(Recorded data)
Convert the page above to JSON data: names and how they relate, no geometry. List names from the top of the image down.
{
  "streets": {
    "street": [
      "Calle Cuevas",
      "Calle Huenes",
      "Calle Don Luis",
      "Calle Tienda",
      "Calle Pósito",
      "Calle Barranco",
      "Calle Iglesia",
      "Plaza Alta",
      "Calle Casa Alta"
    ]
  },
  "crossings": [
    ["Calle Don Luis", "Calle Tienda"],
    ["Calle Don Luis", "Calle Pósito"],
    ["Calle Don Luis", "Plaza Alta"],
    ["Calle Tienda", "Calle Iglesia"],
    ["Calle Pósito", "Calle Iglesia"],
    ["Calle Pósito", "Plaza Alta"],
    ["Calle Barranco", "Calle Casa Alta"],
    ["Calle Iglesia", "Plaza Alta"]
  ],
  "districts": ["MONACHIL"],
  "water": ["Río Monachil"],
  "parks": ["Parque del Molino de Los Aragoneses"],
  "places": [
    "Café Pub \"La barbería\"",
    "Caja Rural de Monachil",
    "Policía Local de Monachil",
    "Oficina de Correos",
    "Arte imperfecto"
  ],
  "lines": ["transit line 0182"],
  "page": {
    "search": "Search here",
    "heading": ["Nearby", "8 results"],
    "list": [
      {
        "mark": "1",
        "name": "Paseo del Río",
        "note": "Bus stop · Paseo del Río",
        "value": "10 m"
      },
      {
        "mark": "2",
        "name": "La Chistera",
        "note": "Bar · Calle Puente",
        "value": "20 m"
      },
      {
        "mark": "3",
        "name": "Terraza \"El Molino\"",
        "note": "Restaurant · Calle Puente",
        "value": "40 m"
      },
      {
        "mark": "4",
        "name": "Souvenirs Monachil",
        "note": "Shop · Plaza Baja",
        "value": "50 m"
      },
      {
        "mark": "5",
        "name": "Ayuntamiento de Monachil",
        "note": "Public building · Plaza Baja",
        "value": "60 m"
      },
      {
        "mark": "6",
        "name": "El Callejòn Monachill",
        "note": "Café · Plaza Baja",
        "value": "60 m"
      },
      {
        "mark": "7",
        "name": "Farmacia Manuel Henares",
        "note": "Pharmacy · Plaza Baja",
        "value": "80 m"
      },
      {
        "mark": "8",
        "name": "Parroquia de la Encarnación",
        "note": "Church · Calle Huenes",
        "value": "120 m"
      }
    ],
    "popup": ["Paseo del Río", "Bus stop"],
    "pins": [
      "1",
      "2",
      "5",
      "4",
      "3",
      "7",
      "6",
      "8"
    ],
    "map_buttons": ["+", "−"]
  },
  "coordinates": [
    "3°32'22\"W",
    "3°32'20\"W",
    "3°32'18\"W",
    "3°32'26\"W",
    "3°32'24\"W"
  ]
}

*PROBLEM*
All of the entries must be written out exactly as they stand.

*SOLUTION TO THIS TASK*
Convert the page above to JSON data: names and how they relate, no geometry. List names from the top of the image down.
{
  "streets": {
    "street": [
      "Calle Cuevas",
      "Calle Huenes",
      "Calle Don Luis",
      "Calle Tienda",
      "Calle Pósito",
      "Calle Barranco",
      "Calle Iglesia",
      "Plaza Alta",
      "Calle Casa Alta"
    ]
  },
  "crossings": [
    ["Calle Don Luis", "Calle Tienda"],
    ["Calle Don Luis", "Calle Pósito"],
    ["Calle Don Luis", "Plaza Alta"],
    ["Calle Tienda", "Calle Iglesia"],
    ["Calle Pósito", "Calle Iglesia"],
    ["Calle Pósito", "Plaza Alta"],
    ["Calle Barranco", "Calle Casa Alta"],
    ["Calle Iglesia", "Plaza Alta"]
  ],
  "districts": ["MONACHIL"],
  "water": ["Río Monachil"],
  "parks": ["Parque del Molino de Los Aragoneses"],
  "places": [
    "Café Pub \"La barbería\"",
    "Caja Rural de Monachil",
    "Policía Local de Monachil",
    "Oficina de Correos",
    "Arte imperfecto"
  ],
  "lines": ["transit line 0182"],
  "page": {
    "search": "Search here",
    "heading": ["Nearby", "8 results"],
    "list": [
      {
        "mark": "1",
        "name": "Paseo del Río",
        "note": "Bus stop · Paseo del Río",
        "value": "10 m"
      },
      {
        "mark": "2",
        "name": "La Chistera",
        "note": "Bar · Calle Puente",
        "value": "20 m"
      },
      {
        "mark": "3",
        "name": "Terraza \"El Molino\"",
        "note": "Restaurant · Calle Puente",
        "value": "40 m"
      },
      {
        "mark": "4",
        "name": "Souvenirs Monachil",
        "note": "Shop · Plaza Baja",
        "value": "50 m"
      },
      {
        "mark": "5",
        "name": "Ayuntamiento de Monachil",
        "note": "Public building · Plaza Baja",
        "value": "60 m"
      },
      {
        "mark": "6",
        "name": "El Callejòn Monachill",
        "note": "Café · Plaza Baja",
        "value": "60 m"
      },
      {
        "mark": "7",
        "name": "Farmacia Manuel Henares",
        "note": "Pharmacy · Plaza Baja",
        "value": "80 m"
      },
      {
        "mark": "8",
        "name": "Parroquia de la Encarnación",
        "note": "Church · Calle Huenes",
        "value": "120 m"
      }
    ],
    "popup": ["Paseo del Río", "Bus stop"],
    "pins": [
      "1",
      "2",
      "5",
      "4",
      "3",
      "7",
      "6",
      "8"
    ],
    "map_buttons": ["+", "−"]
  },
  "coordinates": [
    "3°32'22\"W",
    "3°32'20\"W",
    "3°32'18\"W",
    "3°32'26\"W",
    "3°32'24\"W"
  ]
}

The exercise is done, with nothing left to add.